What would be NATO's role in this? Solana said NATO will establish a consultative forum to discuss security issues with regional countries, would hold regular meetings with them on a "19 plus one" basis, and would promote regional cooperation.

He expressed hope that it would be possible to enter the 21st century "not only with Kosovo resolved but with the Balkans able to look to the future with a little more hope."

He said the 19-nation alliance welcomes the EU proposal for a conference on a "stability pact" for South Eastern Europe next month.

He said: "We will need to look ahead at the process of reconstruction that must follow the end of the Kosovo crisis." He noted that he himself met in Washington on Monday with the directors of the World Bank and the International Monetary Fund, both of which "were standing ready" to offer finance, help and advice to the region.

Solana added: "I would like to send a clear message to the Serbian people. The Serbian people can also be part of this vision, if they so wish. Our quarrel, as I have said so many times, is not with them but with the government of Milosevic." He said the Serb people "deserve an alternative, a vision of a democratic Serbia integrated under this scheme into the rest of Europe and enjoy the same benefits -- cooperation and integration of the other countries in the region. We will offer them such an alternative."

He said the further enlargement of the alliance will remain "a vital part of NATO's evolution. The door of NATO will stay open and we will help the candidate countries to prepare more actively for the day when they will be ready to join us."

A number of East and Central European countries are seeking to join the alliance, which last month admitted Poland, the Czech Republic and Hungary as full members.

Solana said: "At the same time we will promote a wide ranging partnership with other countries in the Euro-Atlantic area." NATO has signed Partnership for Peace agreements with many countries, reaching as far east as the Caucasus and Central Asia.

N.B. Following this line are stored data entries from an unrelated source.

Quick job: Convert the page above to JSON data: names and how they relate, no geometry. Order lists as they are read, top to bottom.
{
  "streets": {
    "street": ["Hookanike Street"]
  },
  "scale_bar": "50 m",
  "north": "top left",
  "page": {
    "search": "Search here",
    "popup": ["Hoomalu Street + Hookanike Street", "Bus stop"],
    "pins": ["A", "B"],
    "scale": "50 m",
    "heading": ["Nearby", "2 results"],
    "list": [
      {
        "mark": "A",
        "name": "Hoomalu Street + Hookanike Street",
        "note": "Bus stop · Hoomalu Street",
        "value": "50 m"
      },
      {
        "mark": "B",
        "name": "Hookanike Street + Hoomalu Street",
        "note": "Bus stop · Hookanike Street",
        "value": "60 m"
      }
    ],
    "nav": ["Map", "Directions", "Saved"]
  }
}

His remarks coincided with a flurry of diplomatic activity aimed at reaching a Kosovo solution. UN Secretary General Kofi Annan had talks yesterday on the crisis with NATO officials in Berlin, a day before he is to fly to Moscow for discussions with Russian mediators. He said Russian authorities were playing "a very constructive and useful role".

Russian special envoy Viktor Chernomyrdin and U.S. Deputy Secretary of State Strobe Talbott are both involved in the diplomatic efforts. Solana said: "We still have some differences with the Russians, but we are making progress."

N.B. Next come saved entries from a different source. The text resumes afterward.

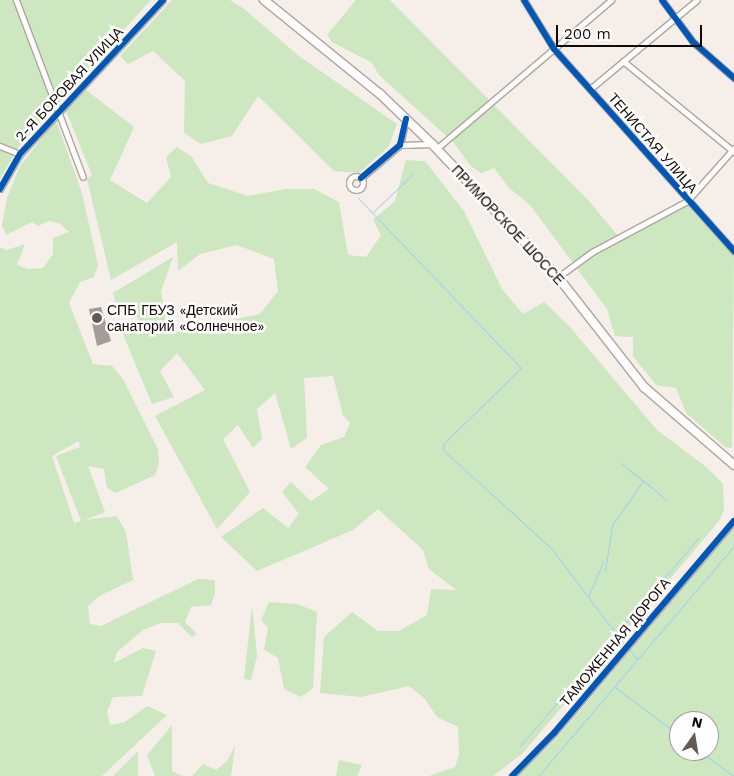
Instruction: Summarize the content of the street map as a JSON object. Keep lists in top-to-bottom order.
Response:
{
  "streets": {
    "main road": ["ПРИМОРСКОЕ ШОССЕ"],
    "street": ["2-Я БОРОВАЯ УЛИЦА", "ТЕНИСТАЯ УЛИЦА", "ТАМОЖЕННАЯ ДОРОГА"]
  },
  "places": ["СПБ ГБУЗ «Детский санаторий «Солнечное»"],
  "scale_bar": "200 m",
  "north": "top"
}
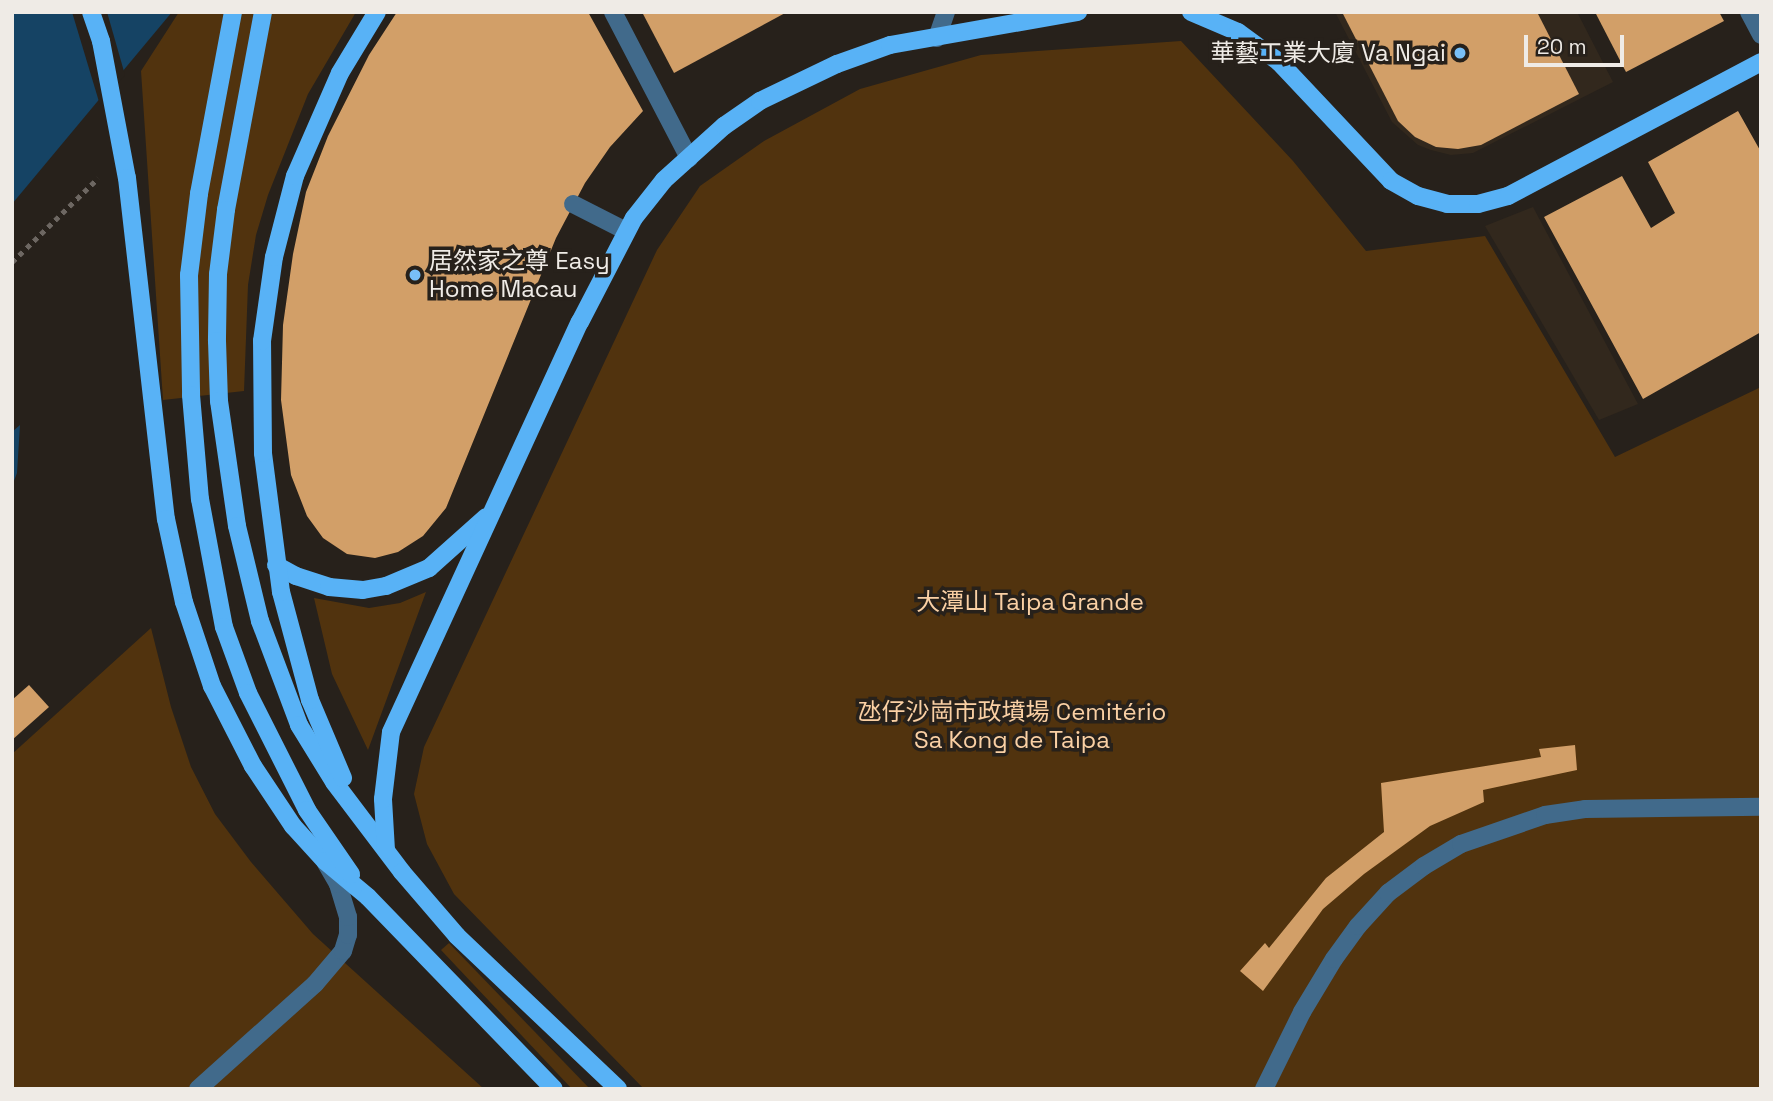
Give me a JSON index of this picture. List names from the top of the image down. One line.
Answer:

Yugoslav authorities say 20 civilians, including women and children, died when NATO bombed a residential neighborhood in Surdelica, 350 kms south of Belgrade. NATO said one of its laser-guided bombs -- aimed at a military training center -- went astray. NATO military officials, pointing out that their fliers are under strict orders to avoid civilian casualties and collateral damage, said "things like this can happen."

Aid agencies said 2,000 refugees fled Kosovo into Albania yesterday while up to 5,000 crossed into Macedonia, reportedly the most in a single day in weeks. NATO officials are trying to expand existing refugee tent camps and to erect new ones.

NATO spokesman Shea said the Belgrade Government has put all private television and radio stations in Serbia under military control. He also said there are reports that the secessionist Kosovo Liberation Army is "getting numerically stronger", and that 12,000 men have been infiltrated into the province to fight the 40,000-strong Serb forces there.

NATO military spokesman General Giuseppe Marani said over the past 24 hours NATO planes have hit Serb command-and-control facilities, communications, storage and production facilities, bridges, army barracks and fielded forces on the ground.